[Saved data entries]
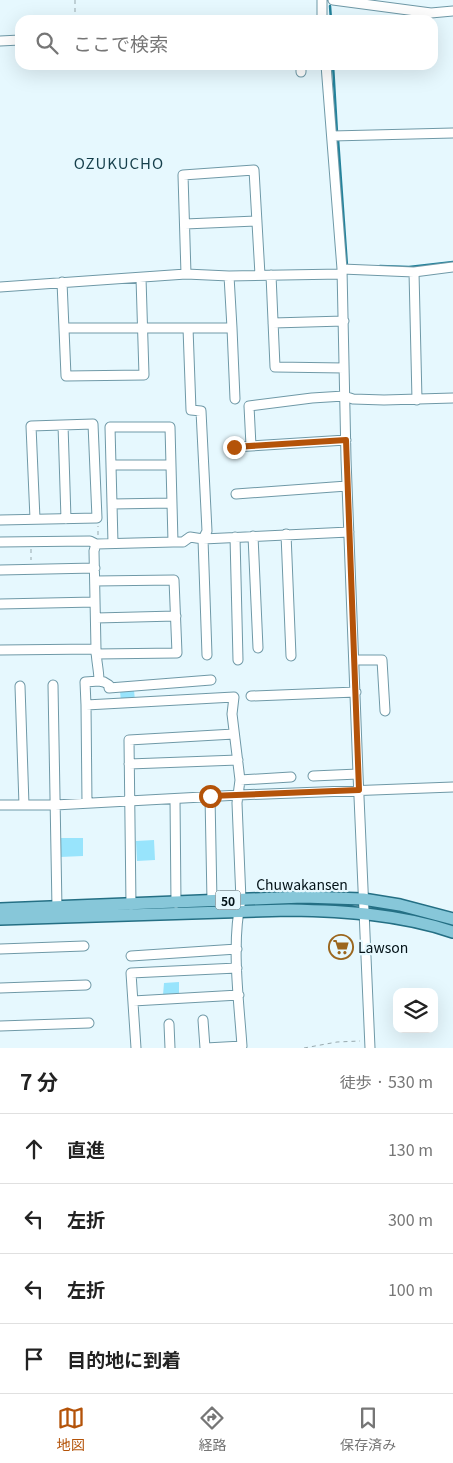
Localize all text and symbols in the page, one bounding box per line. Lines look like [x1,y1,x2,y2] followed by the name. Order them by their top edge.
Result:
[15,15,438,70] search box
[33,29,61,57] icon: search
[73,29,168,56] text: ここで検索
[74,152,164,173] district label: OZUKUCHO
[223,436,246,459] route end
[199,785,222,808] route start
[256,874,348,894] street label: Chuwakansen
[216,890,240,910] road number: 50
[328,934,354,960] supermarket icon: Lawson
[358,937,408,957] place label: Lawson
[393,988,438,1033] map controls
[393,988,438,1033] button: layers
[20,1066,58,1096] text: 7 分
[340,1069,433,1093] text: 徒歩 · 530 m
[20,1135,48,1163] icon: ahead
[67,1135,105,1162] text: 直進
[388,1137,433,1161] text: 130 m
[20,1205,48,1233] icon: left
[67,1205,105,1232] text: 左折
[388,1207,433,1231] text: 300 m
[20,1275,48,1303] icon: left
[67,1275,105,1302] text: 左折
[388,1277,433,1301] text: 100 m
[20,1345,48,1373] icon: arrive
[67,1345,181,1372] text: 目的地に到着
[57,1404,85,1454] tab: 地図
[198,1404,226,1454] tab: 経路
[340,1404,396,1454] tab: 保存済み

Assignment: Would you copy every entry exactly as it stands, leaving out the pictures?

Written response:
Localize all text and symbols in the page, one bounding box per line. Lines look like [x1,y1,x2,y2] followed by the name. Order them by their top edge.
Result:
[15,15,438,70] search box
[33,29,61,57] icon: search
[73,29,168,56] text: ここで検索
[74,152,164,173] district label: OZUKUCHO
[223,436,246,459] route end
[199,785,222,808] route start
[256,874,348,894] street label: Chuwakansen
[216,890,240,910] road number: 50
[328,934,354,960] supermarket icon: Lawson
[358,937,408,957] place label: Lawson
[393,988,438,1033] map controls
[393,988,438,1033] button: layers
[20,1066,58,1096] text: 7 分
[340,1069,433,1093] text: 徒歩 · 530 m
[20,1135,48,1163] icon: ahead
[67,1135,105,1162] text: 直進
[388,1137,433,1161] text: 130 m
[20,1205,48,1233] icon: left
[67,1205,105,1232] text: 左折
[388,1207,433,1231] text: 300 m
[20,1275,48,1303] icon: left
[67,1275,105,1302] text: 左折
[388,1277,433,1301] text: 100 m
[20,1345,48,1373] icon: arrive
[67,1345,181,1372] text: 目的地に到着
[57,1404,85,1454] tab: 地図
[198,1404,226,1454] tab: 経路
[340,1404,396,1454] tab: 保存済み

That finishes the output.